== The records
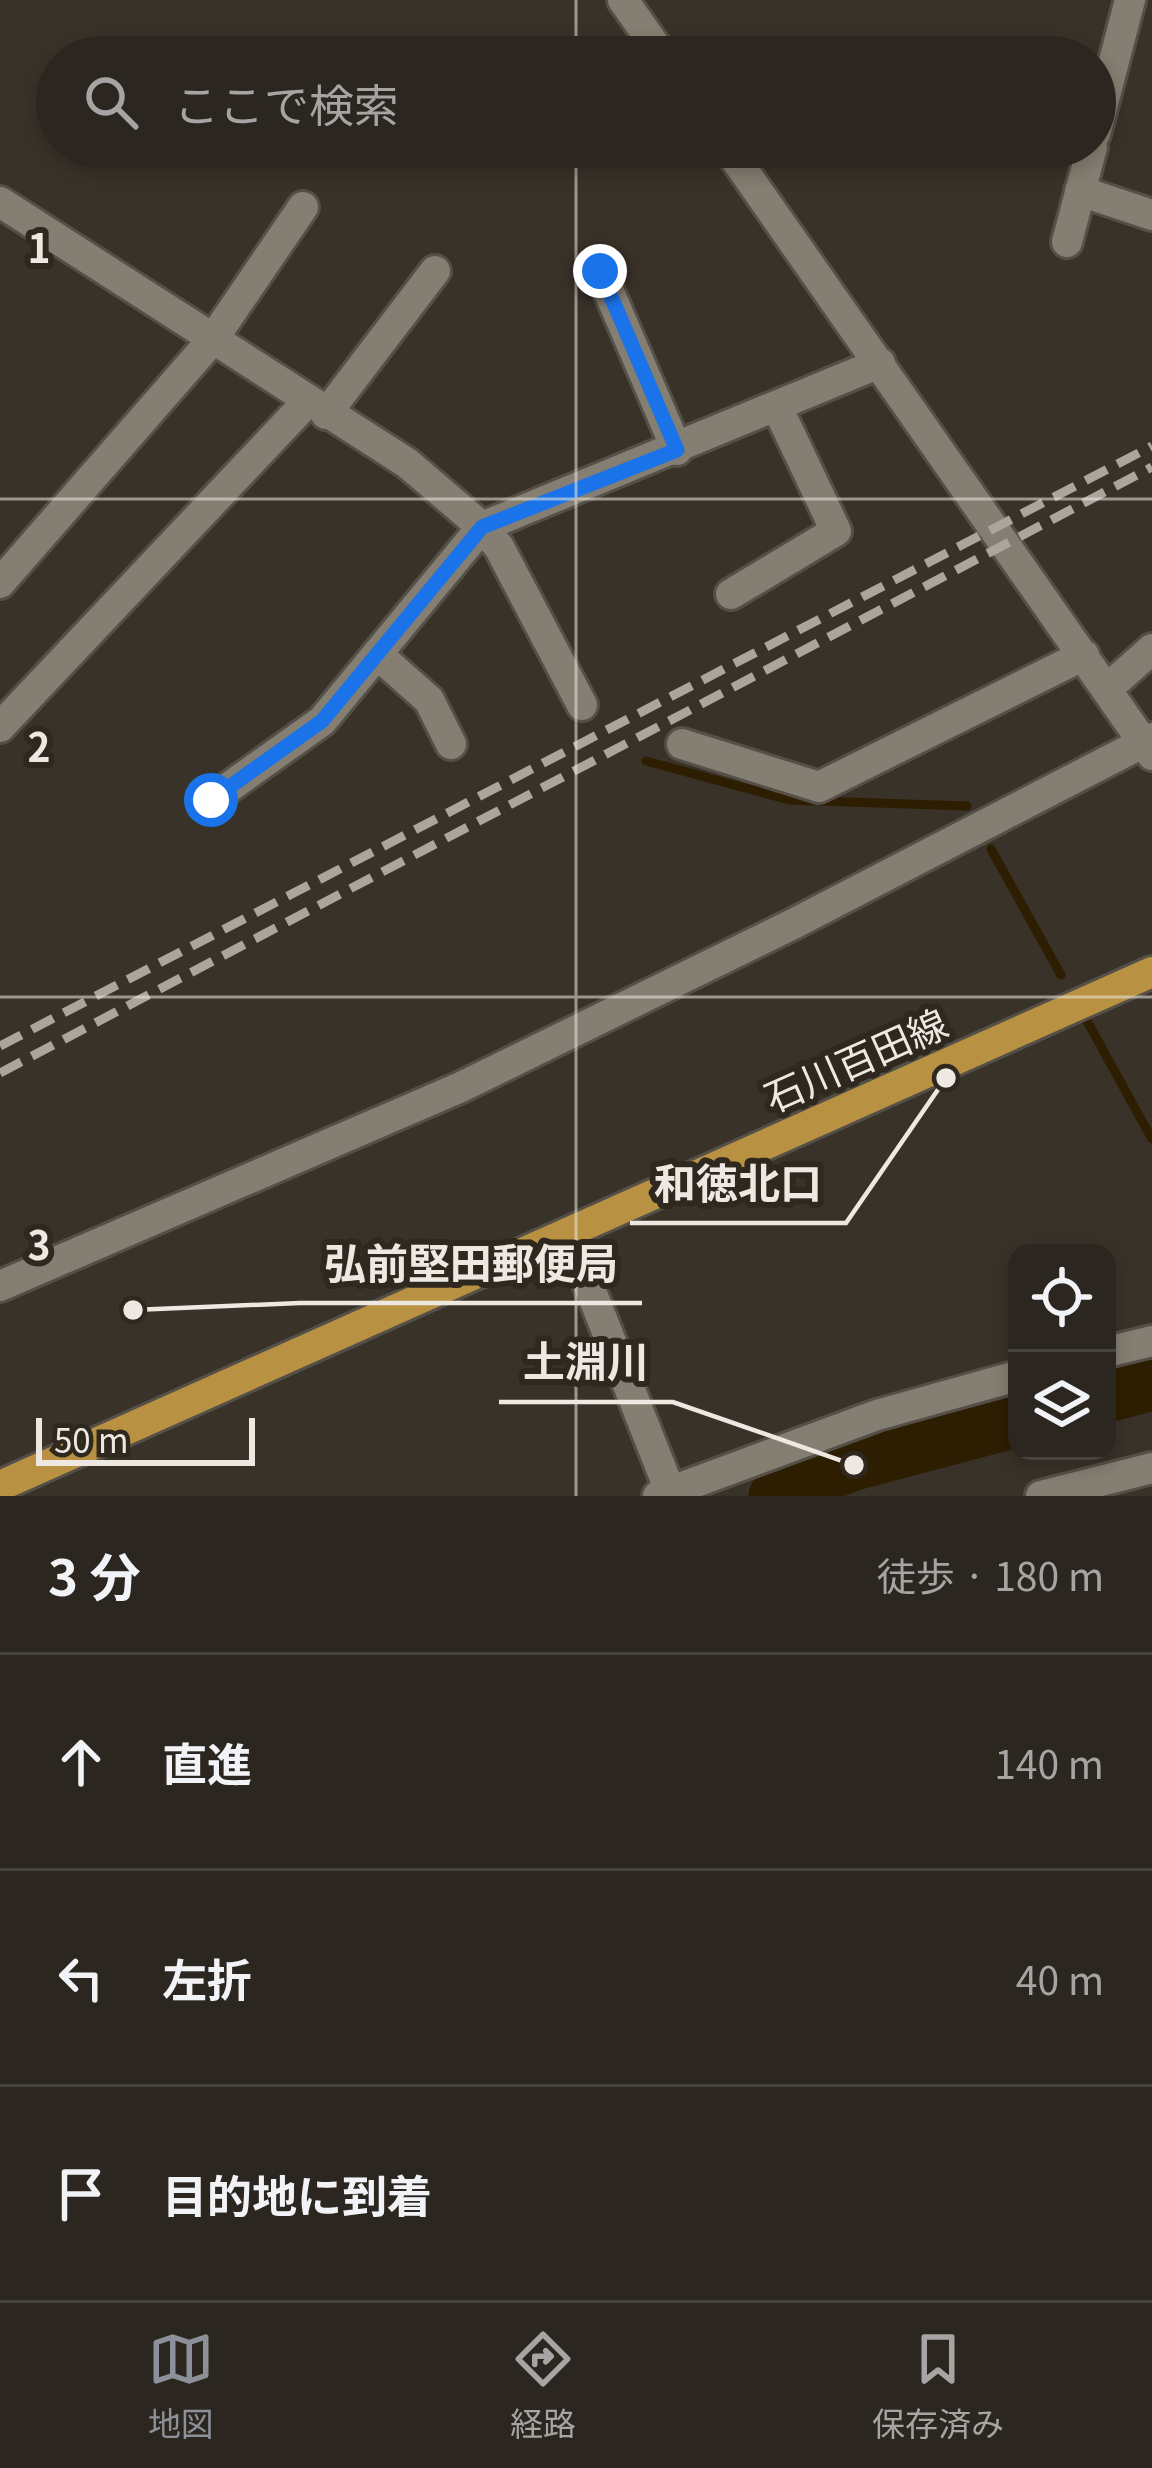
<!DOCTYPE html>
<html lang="ja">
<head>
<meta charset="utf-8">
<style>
  body { margin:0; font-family:Georgia,"Noto Sans JP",serif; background:#332e28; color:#f1f3f6 }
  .controls { position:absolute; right:36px; bottom:36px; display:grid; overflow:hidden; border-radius:24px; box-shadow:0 6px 18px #0003 }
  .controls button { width:108px; height:108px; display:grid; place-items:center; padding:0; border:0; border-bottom:3px solid #47433d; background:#2b261f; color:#f1f3f6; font:60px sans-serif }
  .scale { position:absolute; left:36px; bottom:30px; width:219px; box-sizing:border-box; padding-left:12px; border:6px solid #ede9e2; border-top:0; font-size:33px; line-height:42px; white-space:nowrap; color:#ede9e2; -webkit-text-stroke:9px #2f281f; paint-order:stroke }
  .stop { position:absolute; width:36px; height:36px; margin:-27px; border:9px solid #1a73e8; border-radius:50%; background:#fff }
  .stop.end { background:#1a73e8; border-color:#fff; box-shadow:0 3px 12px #0008 }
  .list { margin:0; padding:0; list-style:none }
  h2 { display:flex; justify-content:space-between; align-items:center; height:156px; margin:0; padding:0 48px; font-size:51px }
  h2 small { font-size:39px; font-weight:400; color:#a6a5a4 }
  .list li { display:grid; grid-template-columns:78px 1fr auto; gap:36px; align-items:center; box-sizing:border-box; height:216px; padding:0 48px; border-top:3px solid #47433d }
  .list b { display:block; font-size:45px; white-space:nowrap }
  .list em { font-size:39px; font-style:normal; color:#a6a5a4 }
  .icon { flex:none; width:66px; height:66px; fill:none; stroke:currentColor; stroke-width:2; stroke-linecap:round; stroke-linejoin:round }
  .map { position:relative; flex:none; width:1152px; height:1496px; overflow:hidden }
  .search { position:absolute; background:#2b261f; box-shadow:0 6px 18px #0003; left:36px; right:36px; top:36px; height:132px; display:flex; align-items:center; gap:30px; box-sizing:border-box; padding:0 42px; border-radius:66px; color:#a6a5a4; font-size:45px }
  .sheet { height:804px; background:#2b261f }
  nav { display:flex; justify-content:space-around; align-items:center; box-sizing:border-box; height:168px; border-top:3px solid #47433d; background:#2b261f; font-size:33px; color:#a6a5a4 }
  nav a { display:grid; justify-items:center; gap:6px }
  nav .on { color:#8c9099 }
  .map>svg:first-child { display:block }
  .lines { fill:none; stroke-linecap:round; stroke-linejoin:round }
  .stream { stroke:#2e1e01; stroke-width:9 }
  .river { stroke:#2e1e01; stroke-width:51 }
  .minor-casing { stroke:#555047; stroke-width:36 }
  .major-casing { stroke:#555047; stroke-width:36 }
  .minor { stroke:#857e72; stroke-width:30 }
  .major { stroke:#b99142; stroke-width:30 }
  .rail { stroke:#aaa59d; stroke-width:9; stroke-dasharray:24 12; stroke-linecap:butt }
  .route { stroke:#1a73e8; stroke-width:15 }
  .grid { fill:none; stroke:#ede9e2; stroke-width:3; stroke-opacity:0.55 }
  .labels { text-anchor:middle; stroke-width:12; stroke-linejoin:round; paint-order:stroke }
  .street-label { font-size:39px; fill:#ede9e2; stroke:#2f281f }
  .grid-label { font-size:39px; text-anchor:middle; font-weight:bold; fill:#ede9e2; stroke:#2f281f; stroke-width:12; stroke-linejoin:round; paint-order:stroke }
  .leader { fill:none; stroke:#ede9e2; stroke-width:4.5 }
  .callout-dot { fill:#ede9e2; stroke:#2f281f; stroke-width:4.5 }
  .callout-label { font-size:42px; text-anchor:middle; font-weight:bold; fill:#ede9e2; stroke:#2f281f; stroke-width:12; stroke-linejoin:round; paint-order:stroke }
</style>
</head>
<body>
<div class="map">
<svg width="1152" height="1496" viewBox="0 0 1152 1496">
  <rect width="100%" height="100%" fill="#393229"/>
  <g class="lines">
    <g class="stream">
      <polyline points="646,761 789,800 967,806"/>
      <polyline points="991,849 1061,975"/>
      <polyline points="1087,1021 1152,1139"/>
    </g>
    <g class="river">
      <polyline points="1107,1397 1152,1385"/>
      <polyline points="774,1496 854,1465 1017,1422"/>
    </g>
    <defs>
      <g id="minor">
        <polyline points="623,0 663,57"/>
        <polyline points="1095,134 1130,0"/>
        <polyline points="727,147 1152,755"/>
        <polyline points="1080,191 1152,215"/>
        <polyline points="0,202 407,463 482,527 880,363"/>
        <polyline points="1067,242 1092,147"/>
        <polyline points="600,271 677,450"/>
        <polyline points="326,414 435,271"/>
        <polyline points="0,583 213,339 303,207"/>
        <polyline points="731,594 836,531 778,409"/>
        <polyline points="377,654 429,700 451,744"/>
        <polyline points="1107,689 1152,649"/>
        <polyline points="0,727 307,402"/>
        <polyline points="682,744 819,787 1084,655"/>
        <polyline points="211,800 322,721 482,527 499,547 582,705"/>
        <polyline points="568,1233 672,1496"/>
        <polyline points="0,1286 461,1087 795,923 1152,738"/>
        <polyline points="1107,1352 1152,1341"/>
        <polyline points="658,1496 877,1415 1017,1376"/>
        <polyline points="1041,1496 1152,1468"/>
      </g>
      <polyline id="major" points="0,1486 1152,972"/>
    </defs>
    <use href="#minor" class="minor-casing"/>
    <use href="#major" class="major-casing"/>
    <use href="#minor" class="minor"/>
    <use href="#major" class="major"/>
    <g class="rail">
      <polyline points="0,1046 1152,446"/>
      <polyline points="0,1073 1152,467"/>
    </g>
  </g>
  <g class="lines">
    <polyline class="route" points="211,800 322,721 482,527 677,450 600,271"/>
  </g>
  <path class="grid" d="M576 0V57M576 147V1496M0 499H1152M0 997H1152"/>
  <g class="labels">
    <g class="street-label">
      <text transform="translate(856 1061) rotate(-24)" y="14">石川百田線</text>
    </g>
  </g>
  <g class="grid-label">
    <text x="39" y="263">1</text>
    <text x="39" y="762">2</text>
    <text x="39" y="1260">3</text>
  </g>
  <path class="leader" d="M946 1078L846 1223H630M133 1310L300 1303H642M854 1465L673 1402H499"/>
  <g class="callout-dot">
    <circle cx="946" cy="1078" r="12"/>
    <circle cx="133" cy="1310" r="12"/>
    <circle cx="854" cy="1465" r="12"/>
  </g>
  <g class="callout-label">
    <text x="738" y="1199">和徳北口</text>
    <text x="471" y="1279">弘前堅田郵便局</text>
    <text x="586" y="1377">土淵川</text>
  </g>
</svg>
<div class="controls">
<button><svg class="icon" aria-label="locate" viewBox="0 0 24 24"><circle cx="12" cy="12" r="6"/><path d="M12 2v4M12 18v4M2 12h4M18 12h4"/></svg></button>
<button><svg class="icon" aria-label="layers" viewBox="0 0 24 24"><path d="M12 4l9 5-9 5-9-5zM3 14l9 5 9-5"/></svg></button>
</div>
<div class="scale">50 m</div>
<div class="stop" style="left:211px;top:800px"></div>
<div class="stop end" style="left:600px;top:271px"></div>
<div class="search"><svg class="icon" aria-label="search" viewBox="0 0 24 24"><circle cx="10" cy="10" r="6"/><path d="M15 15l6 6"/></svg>ここで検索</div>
</div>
<section class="sheet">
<h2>3 分<small>徒歩 · 180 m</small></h2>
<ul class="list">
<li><svg class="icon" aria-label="ahead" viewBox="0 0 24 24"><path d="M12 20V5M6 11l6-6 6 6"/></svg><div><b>直進</b></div><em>140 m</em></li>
<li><svg class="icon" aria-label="left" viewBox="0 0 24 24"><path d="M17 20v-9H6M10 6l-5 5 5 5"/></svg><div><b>左折</b></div><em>40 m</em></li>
<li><svg class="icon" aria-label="arrive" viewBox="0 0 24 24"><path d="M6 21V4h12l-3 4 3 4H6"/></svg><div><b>目的地に到着</b></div></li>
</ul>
</section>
<nav>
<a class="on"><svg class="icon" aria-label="map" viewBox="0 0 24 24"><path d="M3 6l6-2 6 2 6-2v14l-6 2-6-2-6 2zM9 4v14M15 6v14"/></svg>地図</a>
<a><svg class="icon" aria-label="directions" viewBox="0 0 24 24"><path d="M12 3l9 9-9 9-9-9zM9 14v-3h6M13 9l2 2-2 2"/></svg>経路</a>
<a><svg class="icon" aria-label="saved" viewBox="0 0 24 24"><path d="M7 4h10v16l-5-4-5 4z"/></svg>保存済み</a>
</nav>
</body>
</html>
====
Directions for this task -> Restate word for word every line from the top of the entries above to the line with "position:absolute; right:36px; bottom:36px;", inclusive, and skip any pictures.

Exercise response ->
<!DOCTYPE html>
<html lang="ja">
<head>
<meta charset="utf-8">
<style>
  body { margin:0; font-family:Georgia,"Noto Sans JP",serif; background:#332e28; color:#f1f3f6 }
  .controls { position:absolute; right:36px; bottom:36px; display:grid; overflow:hidden; border-radius:24px; box-shadow:0 6px 18px #0003 }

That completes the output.